__TASK DESCRIPTION__. Retype each line below precisely and omit all images.

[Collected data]
■ ■ ■ ■ ■
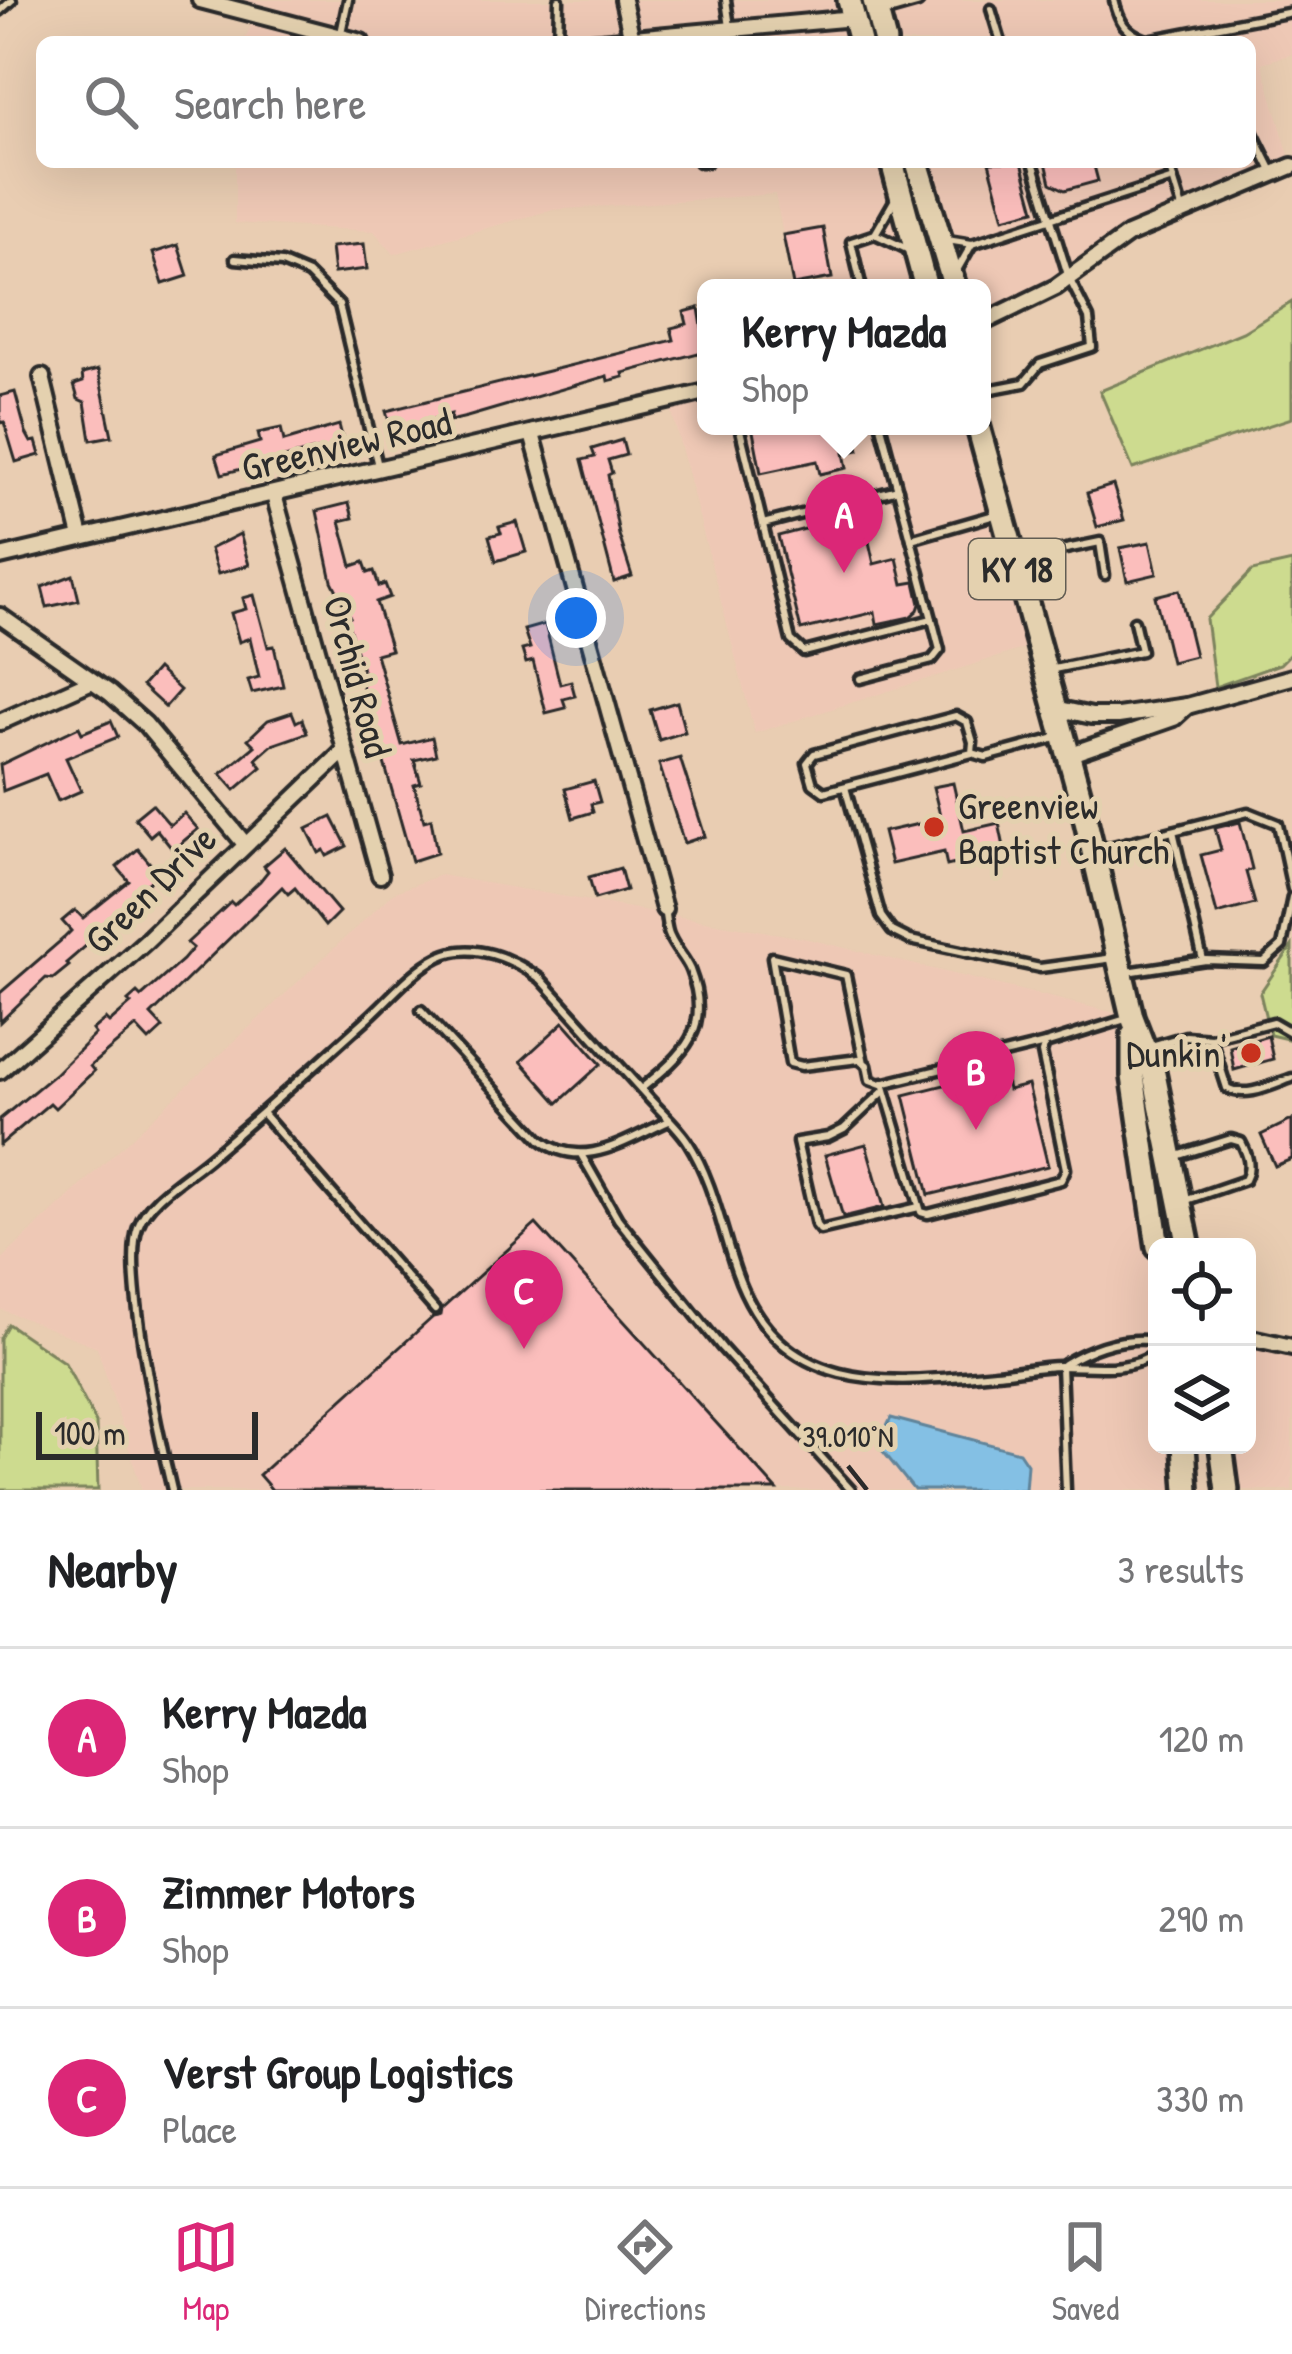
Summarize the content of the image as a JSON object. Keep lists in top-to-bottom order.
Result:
{
  "streets": {
    "main road": ["KY 18"],
    "street": ["Greenview Road", "Orchid Road", "Green Drive"]
  },
  "crossings": [
    ["Greenview Road", "Orchid Road"],
    ["Orchid Road", "Green Drive"]
  ],
  "places": ["Greenview Baptist Church", "Dunkin'"],
  "scale_bar": "100 m",
  "page": {
    "search": "Search here",
    "popup": ["Kerry Mazda", "Shop"],
    "pins": ["A", "B", "C"],
    "scale": "100 m",
    "heading": ["Nearby", "3 results"],
    "list": [
      {
        "mark": "A",
        "name": "Kerry Mazda",
        "note": "Shop",
        "value": "120 m"
      },
      {
        "mark": "B",
        "name": "Zimmer Motors",
        "note": "Shop",
        "value": "290 m"
      },
      {
        "mark": "C",
        "name": "Verst Group Logistics",
        "note": "Place",
        "value": "330 m"
      }
    ],
    "nav": ["Map", "Directions", "Saved"]
  },
  "coordinates": ["39.010°N"]
}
■ ■ ■ ■ ■
__RESPONSE TO THE TASK__.
Summarize the content of the image as a JSON object. Keep lists in top-to-bottom order.
Result:
{
  "streets": {
    "main road": ["KY 18"],
    "street": ["Greenview Road", "Orchid Road", "Green Drive"]
  },
  "crossings": [
    ["Greenview Road", "Orchid Road"],
    ["Orchid Road", "Green Drive"]
  ],
  "places": ["Greenview Baptist Church", "Dunkin'"],
  "scale_bar": "100 m",
  "page": {
    "search": "Search here",
    "popup": ["Kerry Mazda", "Shop"],
    "pins": ["A", "B", "C"],
    "scale": "100 m",
    "heading": ["Nearby", "3 results"],
    "list": [
      {
        "mark": "A",
        "name": "Kerry Mazda",
        "note": "Shop",
        "value": "120 m"
      },
      {
        "mark": "B",
        "name": "Zimmer Motors",
        "note": "Shop",
        "value": "290 m"
      },
      {
        "mark": "C",
        "name": "Verst Group Logistics",
        "note": "Place",
        "value": "330 m"
      }
    ],
    "nav": ["Map", "Directions", "Saved"]
  },
  "coordinates": ["39.010°N"]
}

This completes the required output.